From: Kay Sievers on
On Sat, Apr 3, 2010 at 18:05, Ben Hutchings <ben(a)decadent.org.uk> wrote:
> On Sat, 2010-04-03 at 10:35 +0200, Kay Sievers wrote:
>> On Sat, Apr 3, 2010 at 02:58, Ben Hutchings <ben(a)decadent.org.uk> wrote:
>> > On Wed, 2010-03-31 at 07:51 +0200, Kay Sievers wrote:
>> >> Yeah, /sys/bus/, which is the only sane layout of the needlessly
>> >> different 3 versions of the same thing (bus, class, block).
>> > [...]
>> >
>> > block vs class/block is arguable,
>>
>> That's already done long ago.
>>
>> > but as for abstracting the difference
>> > between bus and class... why?
>>
>> There is absolutely no need to needlessly export two versions of the
>> same thing. These directories serve no other purpose than to collect
>> all devices of the same subsystem. There is no useful information that
>> belongs to the type class or bus, they are both the same. Like
>> "inputX" is implemented as a class, but is much more like a bus.
>
> Really, how do you enumerate 'input' buses?

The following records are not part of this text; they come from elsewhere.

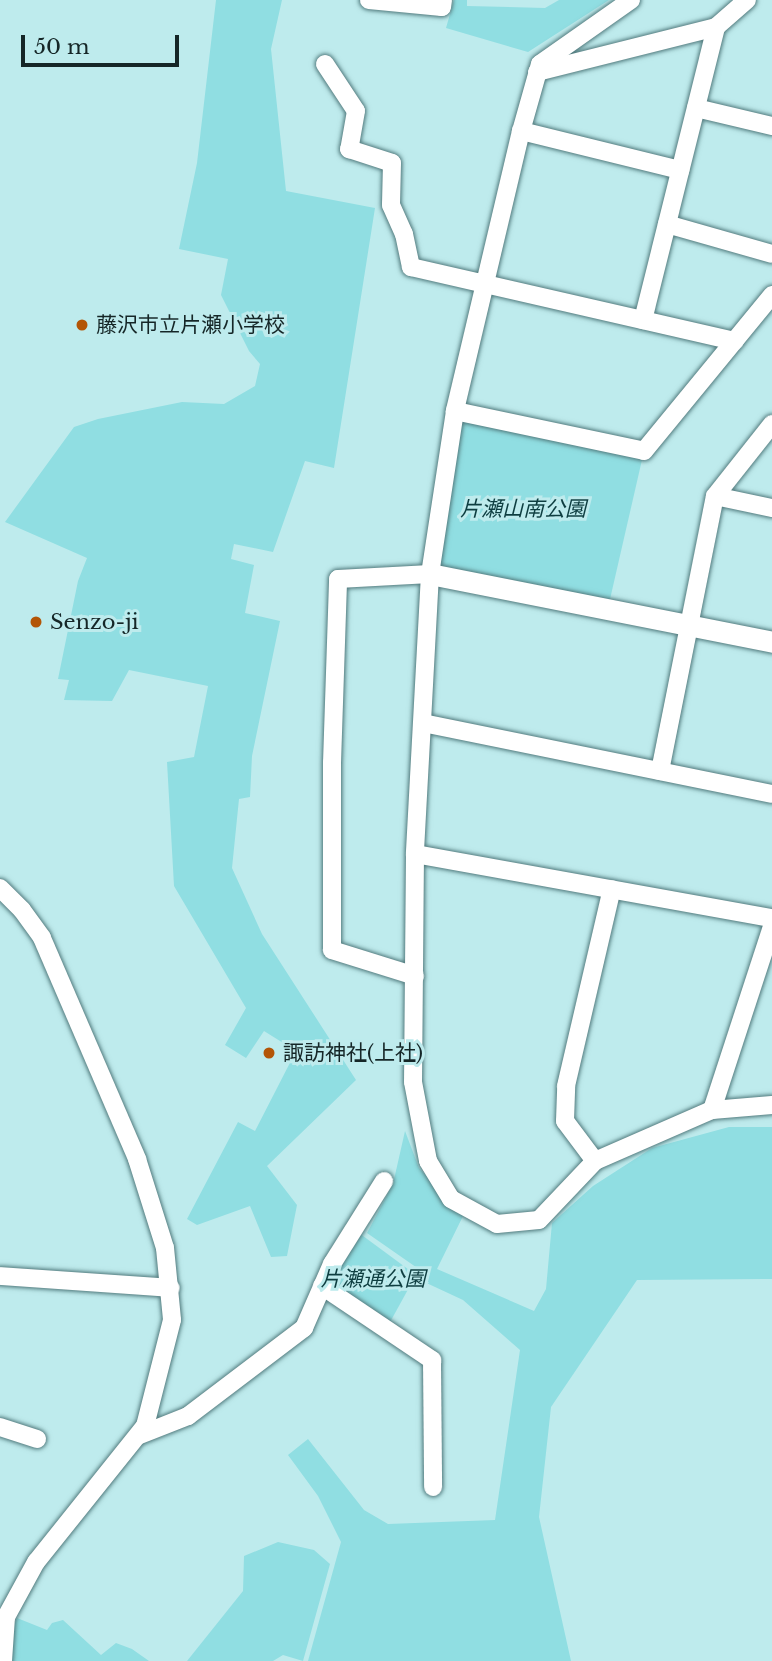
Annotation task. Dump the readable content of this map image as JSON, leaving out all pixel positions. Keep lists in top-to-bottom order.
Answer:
{
  "parks": ["片瀬山南公園", "片瀬通公園"],
  "places": ["藤沢市立片瀬小学校", "Senzo-ji", "諏訪神社(上社)"],
  "scale_bar": "50 m"
}
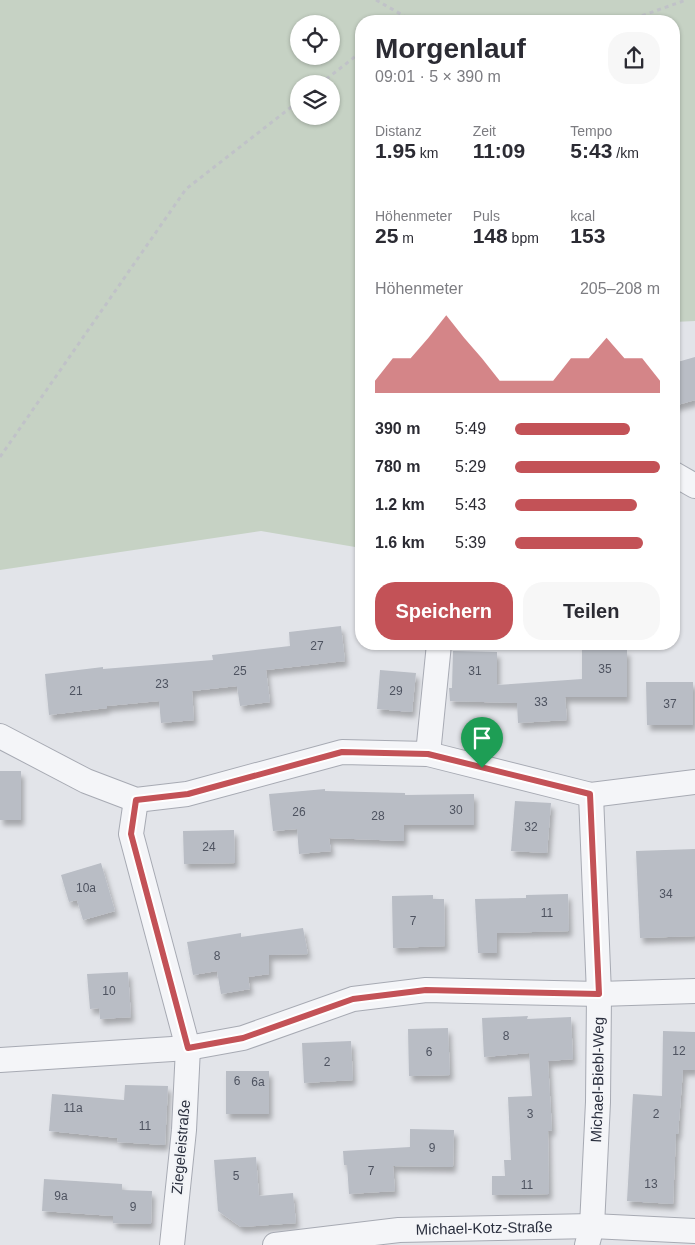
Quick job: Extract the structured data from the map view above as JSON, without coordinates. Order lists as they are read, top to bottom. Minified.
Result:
{"streets":{"street":["Michael-Biebl-Weg","Ziegeleistraße","Michael-Kotz-Straße"]},"crossings":[["Michael-Biebl-Weg","Michael-Kotz-Straße"]],"house_numbers":["27","35","25","31","23","21","29","33","37","30","26","28","32","24","10a","34","11","7","8","10","8","12","6","2","6","6a","11a","3","2","11","9","7","5","13","11","9a","9"],"page":{"heading":["Morgenlauf","09:01 · 5 × 390 m"],"stats":[["Distanz","1.95 km"],["Zeit","11:09"],["Tempo","5:43 /km"],["Höhenmeter","25 m"],["Puls","148 bpm"],["kcal","153"]],"chart":["Höhenmeter","205–208 m"],"list":[{"name":"390 m","note":"5:49"},{"name":"780 m","note":"5:29"},{"name":"1.2 km","note":"5:43"},{"name":"1.6 km","note":"5:39"}],"buttons":["Speichern","Teilen"]}}
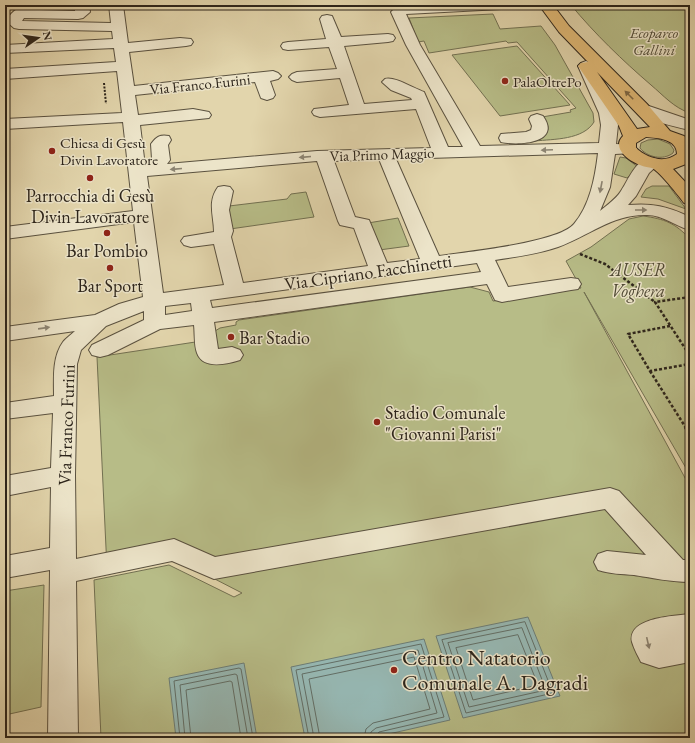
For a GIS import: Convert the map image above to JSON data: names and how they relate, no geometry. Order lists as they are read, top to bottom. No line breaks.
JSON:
{"streets":{"street":["Via Franco Furini","Via Primo Maggio","Via Cipriano Facchinetti"]},"crossings":[["Via Franco Furini","Via Primo Maggio"],["Via Franco Furini","Via Cipriano Facchinetti"],["Via Primo Maggio","Via Cipriano Facchinetti"]],"parks":["Ecoparco Gallini","AUSER Voghera"],"places":["PalaOltrePo","Chiesa di Gesù Divin Lavoratore","Parrocchia di Gesù Divin Lavoratore","Bar Pombio","Bar Sport","Bar Stadio","Stadio Comunale \"Giovanni Parisi\"","Centro Natatorio Comunale A. Dagradi"],"north":"right"}
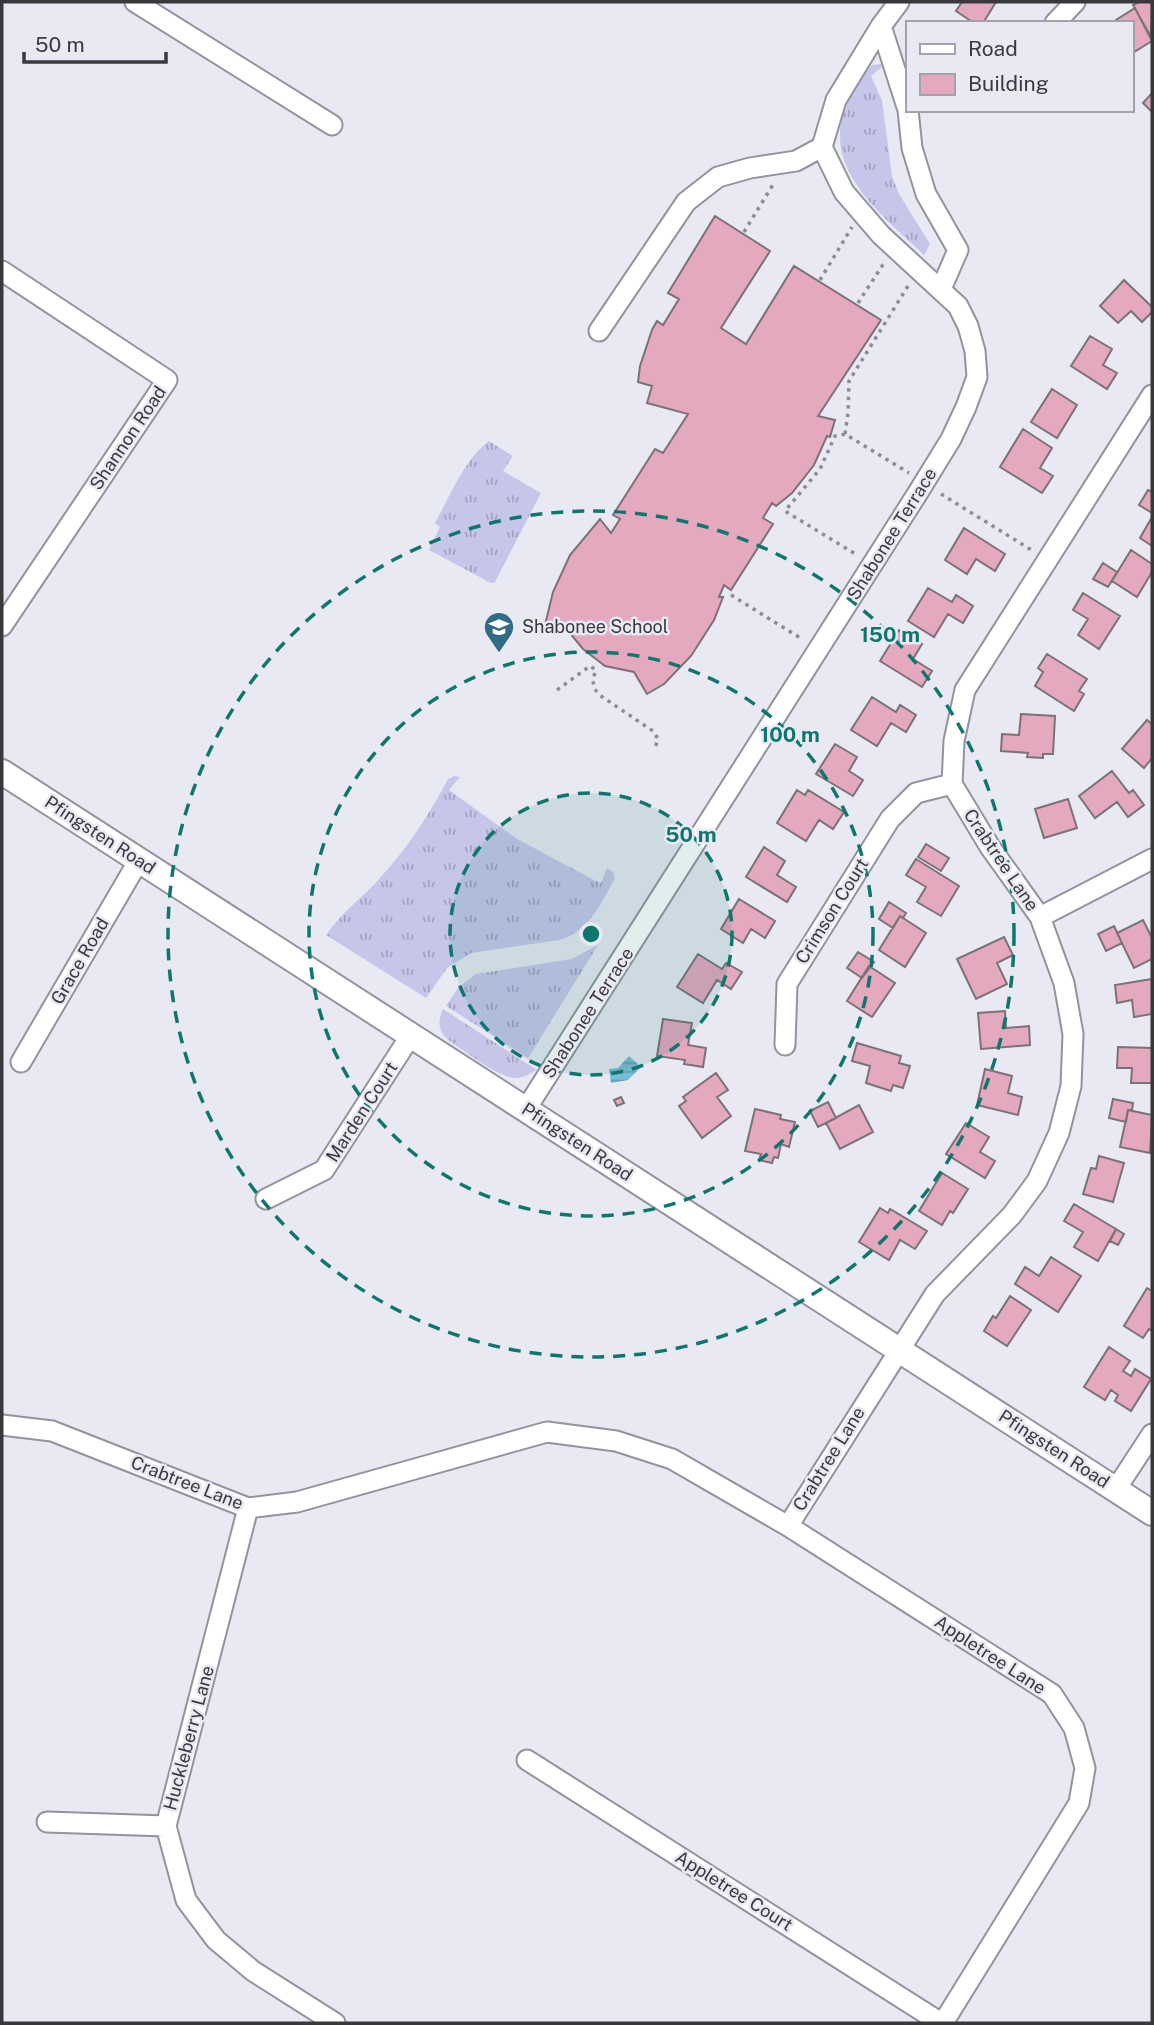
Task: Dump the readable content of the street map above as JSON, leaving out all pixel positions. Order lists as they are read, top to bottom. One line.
{"streets":{"main road":["Pfingsten Road"],"street":["Shannon Road","Shabonee Terrace","Crabtree Lane","Crimson Court","Grace Road","Marden Court","Appletree Lane","Huckleberry Lane","Appletree Court"]},"crossings":[["Shabonee Terrace","Pfingsten Road"],["Pfingsten Road","Crabtree Lane"],["Pfingsten Road","Grace Road"],["Pfingsten Road","Marden Court"],["Crabtree Lane","Crimson Court"],["Crabtree Lane","Appletree Lane"],["Crabtree Lane","Huckleberry Lane"],["Appletree Lane","Appletree Court"]],"places":{"school or university":["Shabonee School"]},"legend":["Road","Building"],"scale_bar":"50 m","rings":["150 m","100 m","50 m"]}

The current inputX devices, unlike eventX and mouseX, are like "bus devices".

>> And "usb" are devices, which are more a class of devices, and the
>> interfaces and contollers belong to a bus.
>
> What common higher-level functionality do USB devices provide?

A device file per example, which can do anything to the device. :)

>> There is really no point to make userspace needlessly complicated to
>> distinguish the both.
>>
>> We also have already a buch of subsystems which moved from class to
>> bus because they needed to express hierarchy between the same devices.
>> So the goal is to have only one type of subsystem to solve these
>> problems.
>
> That's interesting.  Which were those?

i2c, iio, and a few which have been out-of-tree and got changed before
the merge, because we knew they would not work as class devices, cause
of the need to have childs, or the need to add additional properties
at the subsystem directory level, just like pci, which has a "slots"
directory at the pci subsystem directory, such stuff is not possible
with the too simple class layout.

> [...]
>> > So while buses and classes both define device interfaces, they are
>> > fundamentally different types of interface.
>>
>> No, they are not. They are just "devices". There is no useful
>> difference these two different types expose. And the class layout is
>> fundamentally broken, and not extendable. Peole mix lists of devices
>> with custom subsystem-wide attributes, which we need to stop from
>> doing this. The bus layout can carry custom directories, which is why
>> we want that by default for all "classifications".
> [...]
>
> I understand that you want to clean up a mess, but how do you know
> you're not going to break user-space that depends on some of this mess?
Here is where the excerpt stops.